Traditional anonymization (like k-anonymity) often fails against linkage attacks or background knowledge. Differential privacy provides a rigorous mathematical guarantee that the presence or absence of a single individual in the dataset will not significantly change the outcome of the analysis.
Is commercial support available?
Yes. Commercial support for Philter Diffuse is available through Philterd, LLC. We offer enterprise-grade service level agreements (SLAs), custom integration assistance, and priority bug fixes for our entire ecosystem of PII de-identification tools.
Is Philter Diffuse part of a larger ecosystem?
Yes. Philter Diffuse is designed to complement Philter (the PII de-identification engine) and Phileas (the enterprise-grade PII management platform). While Philter removes PII from text, Philter Diffuse ensures that the statistics derived from that PII remain private.
Technical & Mathematical Questions
What is the "Epsilon" ($\epsilon$) value?

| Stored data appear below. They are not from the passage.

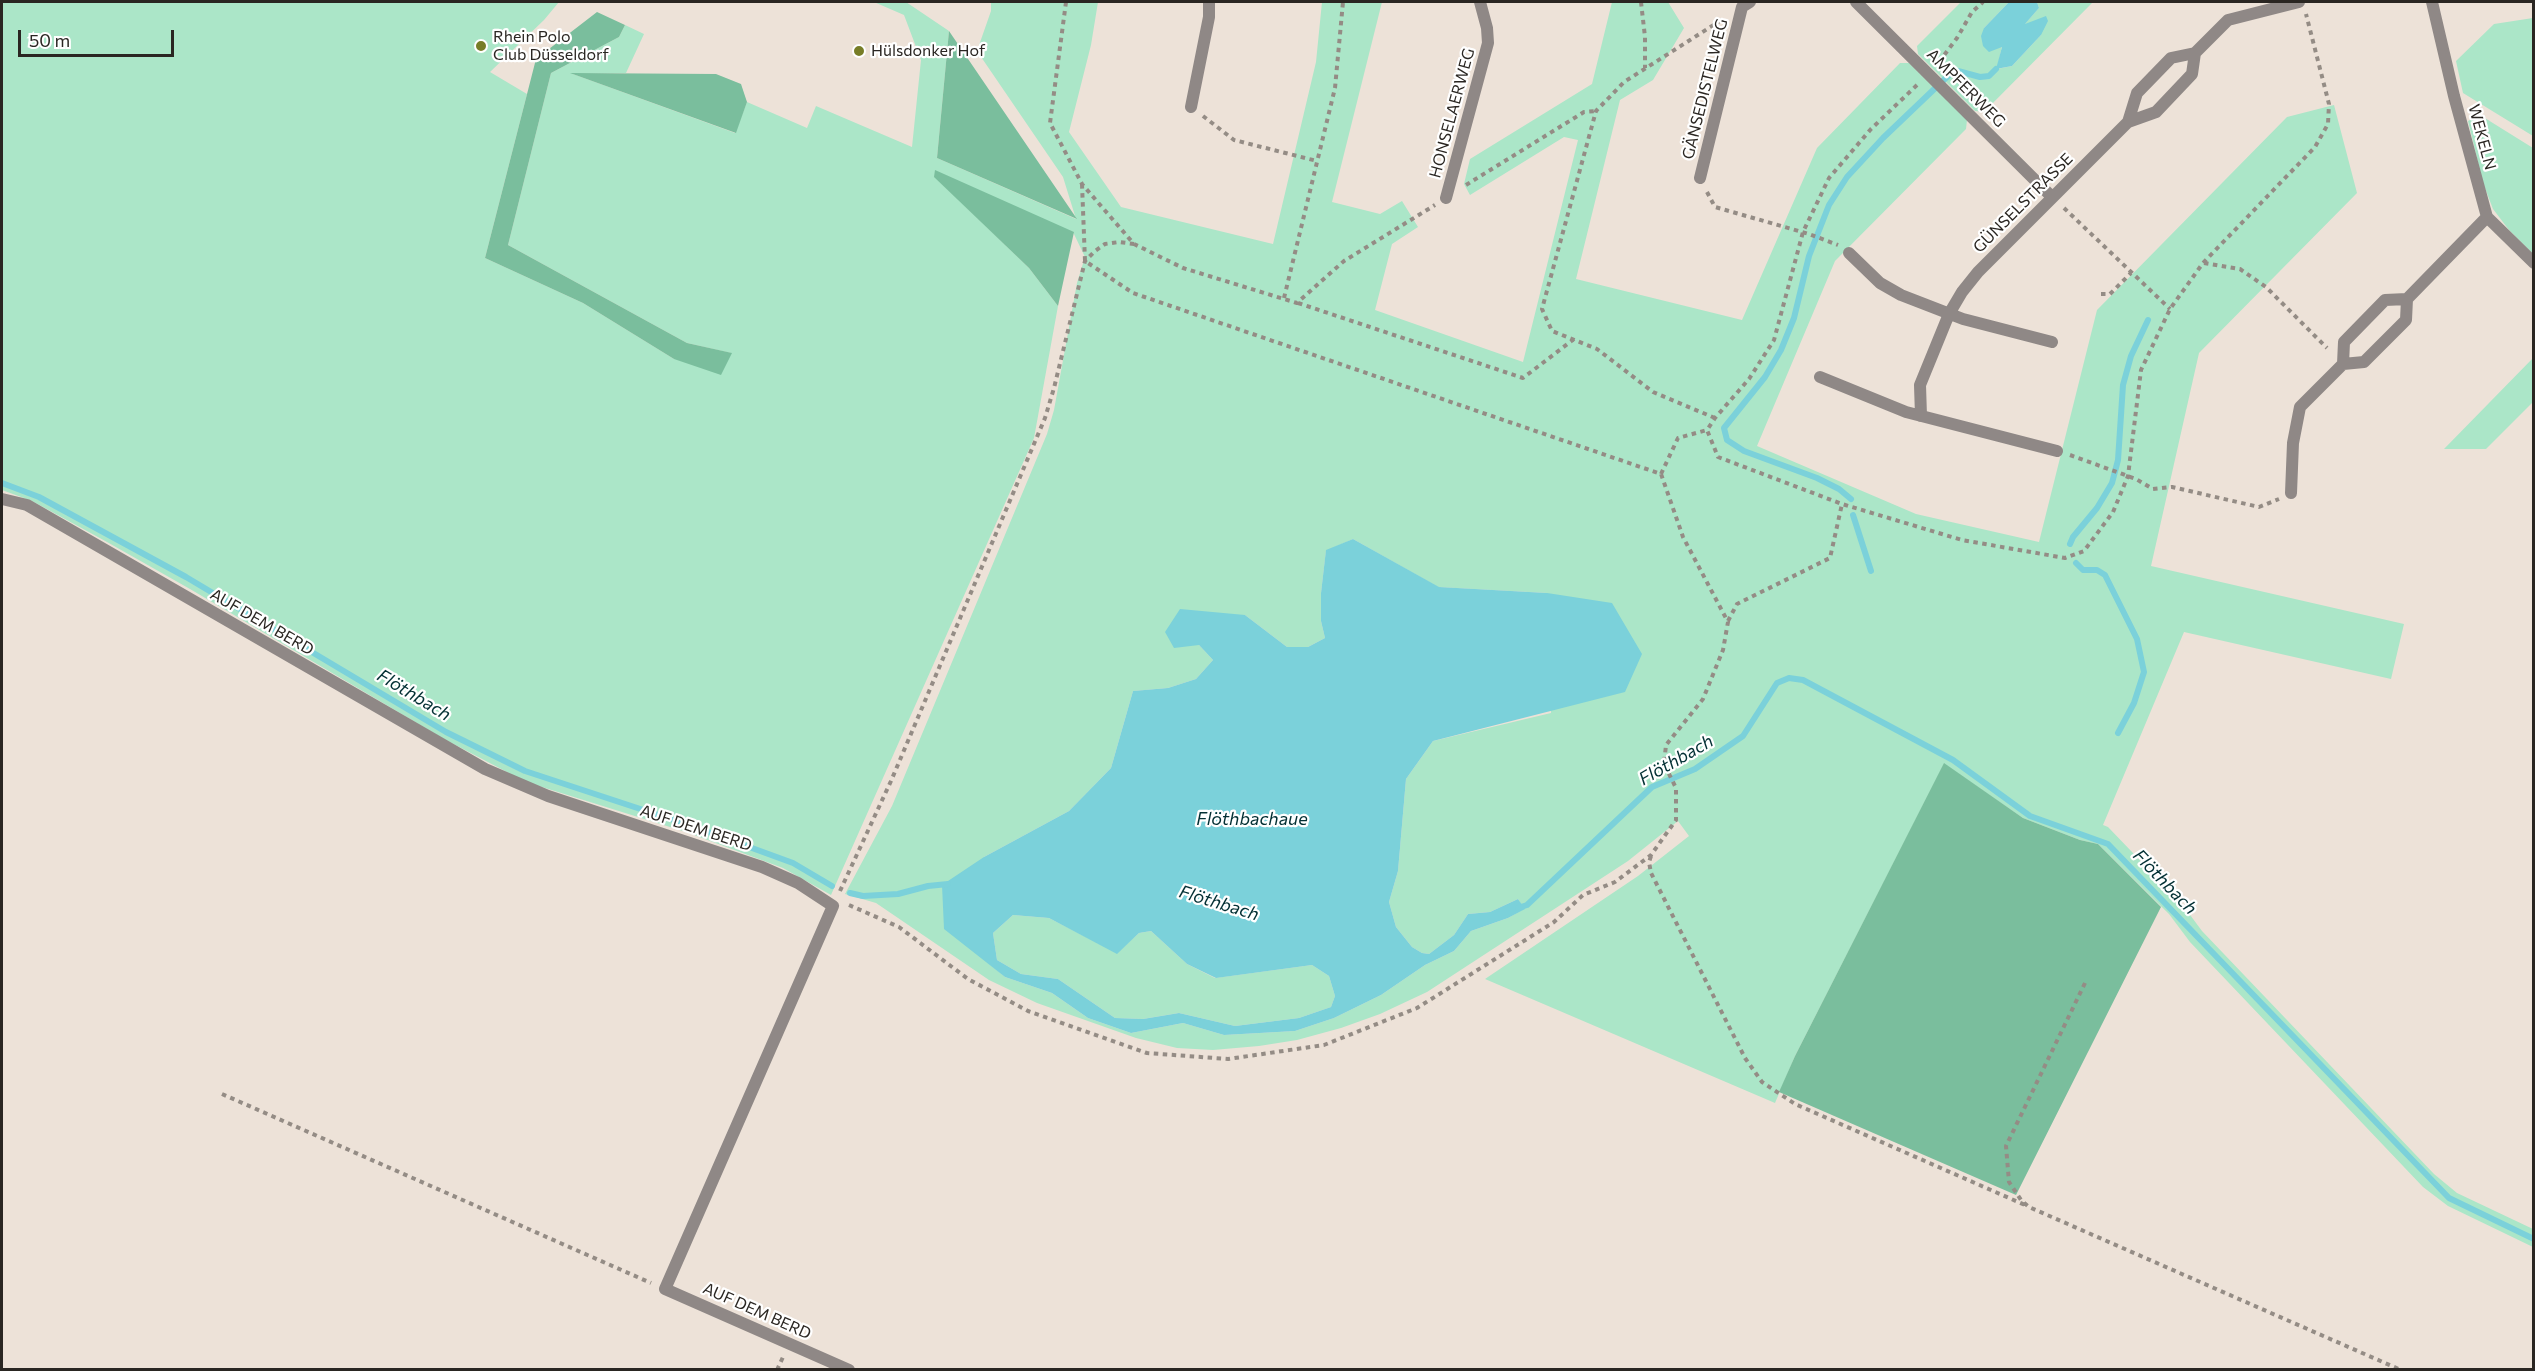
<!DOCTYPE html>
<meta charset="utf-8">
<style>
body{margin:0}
#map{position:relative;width:2535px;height:1371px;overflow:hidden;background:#ede2d8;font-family:Commissioner,sans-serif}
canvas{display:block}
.frame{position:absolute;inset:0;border:3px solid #2a2622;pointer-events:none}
.scale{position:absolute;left:18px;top:30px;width:156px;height:27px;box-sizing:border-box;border:3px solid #2a2622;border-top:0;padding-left:8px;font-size:18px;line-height:21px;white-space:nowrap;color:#2a2622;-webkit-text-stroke:4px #fff;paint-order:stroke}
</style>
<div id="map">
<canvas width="2535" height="1371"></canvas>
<div class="frame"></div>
<div class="scale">50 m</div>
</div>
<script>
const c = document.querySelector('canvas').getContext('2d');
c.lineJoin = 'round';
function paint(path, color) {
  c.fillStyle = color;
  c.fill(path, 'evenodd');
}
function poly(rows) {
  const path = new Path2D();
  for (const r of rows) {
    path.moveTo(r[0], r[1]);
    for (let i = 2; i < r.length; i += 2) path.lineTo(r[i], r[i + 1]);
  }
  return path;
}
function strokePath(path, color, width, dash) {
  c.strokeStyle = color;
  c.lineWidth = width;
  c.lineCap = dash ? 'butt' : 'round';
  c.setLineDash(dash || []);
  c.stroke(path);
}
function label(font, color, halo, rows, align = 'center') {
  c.font = font + ' Commissioner,sans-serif';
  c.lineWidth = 4.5;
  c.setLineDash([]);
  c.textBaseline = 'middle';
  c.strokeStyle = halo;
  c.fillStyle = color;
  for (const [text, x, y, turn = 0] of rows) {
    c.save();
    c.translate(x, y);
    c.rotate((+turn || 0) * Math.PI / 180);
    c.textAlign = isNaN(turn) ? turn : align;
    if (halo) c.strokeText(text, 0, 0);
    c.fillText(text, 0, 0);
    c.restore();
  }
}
paint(poly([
 [2,2,559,2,544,20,490,72,527,94,485,258,583,303,674,359,731,353,687,343,508,245,551,73,619,37,625,25,644,34,626,73,573,74,735,133,747,102,807,128,816,106,912,147,921,60,904,15,874,2,906,2,949,31,937,158,1076,219,1063,177,977,51,991,11,991,2,1098,2,1091,45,1069,132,1121,207,1273,244,1316,62,1322,2,1382,2,1332,202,1380,214,1402,201,1418,227,1392,244,1375,310,1523,362,1578,140,1564,137,1470,195,1464,184,1470,159,1592,84,1612,2,1668,2,1684,28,1653,80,1620,100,1576,279,1742,320,1817,148,1900,63,1909,63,1967,120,1966,129,1835,261,1757,446,1916,514,2039,542,2097,310,2287,117,2334,105,2357,193,2199,353,2151,566,2404,624,2391,679,2184,632,2103,825,2108,827,2182,904,2202,931,2434,1174,2457,1193,2533,1229,2533,1247,2448,1206,2423,1187,2190,942,2169,914,2098,844,2080,840,2023,818,1944,764,1795,1056,1775,1103,1485,979,1638,876,1689,836,1678,821,1628,861,1427,992,1380,1014,1341,1028,1297,1040,1259,1046,1213,1050,1177,1048,1136,1038,1037,1003,989,980,876,903,845,894,892,806,1047,434,1054,410,1077,283,1085,257,1073,232,935,177,1029,268,1058,306,1034,438,831,895,783,868,686,832,526,782,444,739,190,589,107,542,32,501,2,490],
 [1353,539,1438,587,1547,593,1551,713,1433,741,1406,779,1398,871,1389,902,1396,927,1412,947,1422,953,1429,954,1454,935,1468,914,1490,912,1518,899,1524,909,1508,918,1471,931,1454,951,1425,965,1381,995,1334,1018,1295,1031,1224,1035,1183,1023,1131,1033,1088,1018,1052,993,1005,977,977,953,984,857,1069,811,1111,768,1133,691,1168,688,1196,679,1213,660,1199,645,1245,615,1287,647,1308,647,1325,638,1321,621,1321,593,1326,551],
 [1961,2,2009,2,1984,28,2002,46,1997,69,2012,66,2041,35,2024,25,2039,8,2037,2,2093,2,1984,112,1975,111,1918,54,1917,46],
 [2533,18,2534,18,2533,136,2463,93,2456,61,2494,24],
 [2480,115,2533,148,2533,254,2509,230,2493,209,2483,183,2468,121],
 [2533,358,2533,402,2486,449,2444,449],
 [1013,915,1049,918,1117,953,1139,933,1151,931,1187,964,1215,978,1312,965,1329,976,1335,996,1331,1007,1299,1018,1235,1026,1179,1013,1143,1019,1115,1018,1058,979,1021,974,997,960,993,933]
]), '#abe6c8');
paint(poly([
 [597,12,625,25,619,37,551,73,508,245,687,343,732,353,721,375,674,359,583,303,485,258,536,59],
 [949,31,1077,219,937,158],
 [570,73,716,74,741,84,747,102,736,133],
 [935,170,1074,232,1058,306,1029,268,934,177],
 [1944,763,2023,818,2080,840,2098,844,2161,907,2016,1195,1779,1092,1795,1056]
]), '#7abe9d');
paint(poly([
 [2009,2,2037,2,2039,8,2025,24,2046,16,2048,21,2041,35,2012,66,1996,69,2002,47,1989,52,1983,46,1981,36,1984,28],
 [1353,539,1439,587,1547,593,1612,603,1642,654,1625,692,1433,741,1406,779,1398,871,1389,902,1396,927,1412,947,1422,953,1429,954,1454,935,1468,914,1490,912,1518,899,1525,909,1508,918,1471,931,1454,951,1425,965,1381,995,1334,1018,1295,1031,1224,1035,1183,1023,1131,1033,1088,1018,1052,993,1005,977,944,929,942,885,984,857,1069,811,1111,768,1133,691,1168,688,1196,679,1213,660,1199,645,1174,648,1165,632,1180,609,1245,615,1287,647,1308,647,1325,638,1321,621,1321,593,1326,550],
 [1013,915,1049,918,1117,954,1139,933,1151,931,1187,964,1216,978,1312,965,1329,976,1335,996,1331,1007,1299,1018,1235,1026,1179,1013,1143,1019,1115,1018,1058,979,1021,974,997,960,993,933]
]), '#7bd1da');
strokePath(poly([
 [2,483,39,497,186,577,446,732,525,771,689,825,793,863,832,886],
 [1851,499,1839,489,1817,478,1744,451,1727,440,1724,428,1765,377,1781,350,1794,318,1809,256,1829,205,1847,177,1883,138,1950,74,1958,71,1980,77,1989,76,1996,69],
 [1853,515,1871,571],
 [2070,544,2073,537,2097,508,2112,483,2118,460,2123,385,2131,356,2148,320],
 [2076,563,2083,570,2097,570,2105,575,2137,639,2144,672,2134,703,2118,733],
 [850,893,863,896,898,894,928,886,948,884],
 [1518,908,1527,905,1652,787,1695,769,1743,736,1777,683,1789,678,1803,680,1953,760,2030,816,2108,844,2449,1198,2534,1239]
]), '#7bd1da', 6);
strokePath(poly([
 [1066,2,1050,123,1082,184,1134,244,1183,268,1297,303,1344,261,1435,205],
 [1641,2,1645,37,1645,68],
 [1939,62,1957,38,1972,12,1983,2],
 [1917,85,1871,129,1829,178,1803,232,1774,340,1749,379,1715,418,1707,430,1718,457,1842,504,1962,540,2065,558,2084,551,2113,512,2128,476,2141,370,2170,309,2203,263,2315,147,2328,124,2329,104,2306,14],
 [1203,116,1234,140,1317,161],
 [1466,185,1584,112,1596,111],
 [1707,192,1715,207,1809,234,1838,245],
 [2064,208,2170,309],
 [2204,263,2240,269,2266,287,2327,348],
 [2101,294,2110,294,2131,273],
 [1284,298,1335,88,1343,2],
 [1298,303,1523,378,1574,339],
 [1715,418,1653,392,1597,349,1552,331,1542,309,1596,111,1624,82,1723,19],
 [2070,455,2136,479,2153,489,2172,487,2259,507,2279,499],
 [1661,474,1678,438,1707,430],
 [1728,621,1737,604,1830,558,1842,504],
 [1651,856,1649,862,1651,873,1745,1058,1762,1082,1795,1104,2025,1205],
 [840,891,891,781,1045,418,1054,388,1085,261,1095,251,1105,244,1119,242,1134,244],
 [849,905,899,927,968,979,1028,1011,1147,1053,1228,1059,1324,1045,1417,1008,1554,922,1583,895,1615,882,1651,855,1676,820,1676,788,1664,764,1666,745,1703,699,1723,650,1728,622,1683,537,1661,474,1133,293,1085,261,1082,184],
 [2085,983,2006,1146,2009,1182,2021,1200,2029,1207,2401,1370],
 [222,1094,651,1283],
 [777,1370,783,1357]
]), '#948c85', 4, [4.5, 4.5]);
strokePath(poly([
 [1856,2,2052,197],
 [2432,2,2454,96,2487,217,2534,263],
 [1191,107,1209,17,1209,2],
 [2128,122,2156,112,2192,74,2195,53],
 [1700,178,1742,7,1750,2],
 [1446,198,1488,43,1487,28,1480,2],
 [1849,253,1880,283,1901,295,1963,319,2052,342],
 [2343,364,2344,342,2385,300,2407,299,2487,217],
 [1820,377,1906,412,2057,451],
 [1921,416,1920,385,1949,314,1962,292,1978,272,2128,122,2137,93,2171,58,2195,53,2228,20,2299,2],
 [2291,493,2293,443,2300,407,2343,364,2364,362,2406,320,2407,299],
 [2,499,27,505,485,769,548,796,762,867,798,883,833,906,665,1289,849,1370]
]), '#8f8886', 12);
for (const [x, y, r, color] of [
 [481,46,6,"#777d27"],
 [859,51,6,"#777d27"]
]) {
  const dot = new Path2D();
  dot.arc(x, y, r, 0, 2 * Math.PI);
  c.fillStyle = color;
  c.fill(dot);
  strokePath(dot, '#fff', 2);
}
label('16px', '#2a2622', '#fff', [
 ["Rhein Polo",493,37],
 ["Club Düsseldorf",493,55],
 ["Hülsdonker Hof",871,51]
], 'left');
label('16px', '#2a2622', '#fff', [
 ["AMPFERWEG",1966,88,45],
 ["GÄNSEDISTELWEG",1705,89,-76],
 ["HONSELAERWEG",1452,113,-75],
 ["WEKELN",2482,137,75],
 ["GÜNSELSTRASSE",2023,203,-45],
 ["AUF DEM BERD",262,622,30],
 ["AUF DEM BERD",696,828,18],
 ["AUF DEM BERD",757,1311,24]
]);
label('italic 18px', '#033034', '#fff', [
 ["Flöthbach",414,695,31],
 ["Flöthbach",1676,760,-30],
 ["Flöthbachaue",1252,819],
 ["Flöthbach",2165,882,46],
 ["Flöthbach",1219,903,17]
]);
</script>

Epsilon is a measure of "privacy loss." A smaller epsilon (e.g., 0.1) means more privacy but less accuracy because more noise is added. A larger epsilon (e.g., 5.0) means less privacy but higher accuracy. Philter Diffuse calculates epsilon as $1 / \text{scale}$.
Why are some counts returned as "None"?
When you set a --threshold (e.g., --threshold 10), any privatized count that falls below that value is masked as None. This prevents the leakage of information from very small cohorts, which are often the most vulnerable to re-identification.
Can the privatized counts be negative?
Mathematically, Laplace noise can be negative and could result in a negative count. However, Philter Diffuse automatically clips all privatized counts to a minimum of 0 to ensure the output is realistic for count-based data.
What is "Sensitivity"?
In the context of Philter Diffuse, sensitivity is set to 1. This is because the tool is designed for counting individual occurrences. Adding or removing a single record can change the count by at most 1.
Privacy Budget Management
Why do I need a "Budget Ceiling"?
If you run the same query multiple times on the same data, an attacker could potentially average the results to filter out the noise and find the true value. The privacy budget (managed via --budget-ceiling) tracks the cumulative epsilon spent and stops providing accurate results once the limit is reached to prevent this "averaging attack."
Where is the budget stored?
- MongoDB Mode: The budget is stored in a collection named
privacy_metadatawithin your database. - JSON Mode: The budget is stored in a local file named
privacy_budget.jsonin the working directory.
How can I reset the privacy budget?
If you are in a development or testing environment and wish to reset the budget:
* In MongoDB: Drop the privacy_metadata collection or delete the specific document for your collection.
* In JSON mode: Delete the privacy_budget.json file.
* Note: In production, resetting the budget should be done with extreme caution as it potentially violates the privacy guarantees for the underlying data subjects.
Troubleshooting
Why did I get "Infinite Noise" in my report?
This happens when your cumulative privacy loss has exceeded the --budget-ceiling. To protect the data, Philter Diffuse stops adding useful information and instead applies "infinite noise," effectively returning 0 for all counts and warning you of the exhaustion.
My MongoDB connection is failing. What should I check?
Ensure that your --mongo-uri is correct and follows the format mongodb://[user:pass@]host:port/database. Also, verify that the MongoDB instance is accessible from the environment where Philter Diffuse is running (check firewalls and network bindings).
Can I use Philter Diffuse with other databases besides MongoDB?
Currently, Philter Diffuse has native support for MongoDB and local JSON files. For other databases, we recommend exporting your PII counts to a JSON format and using the --input flag.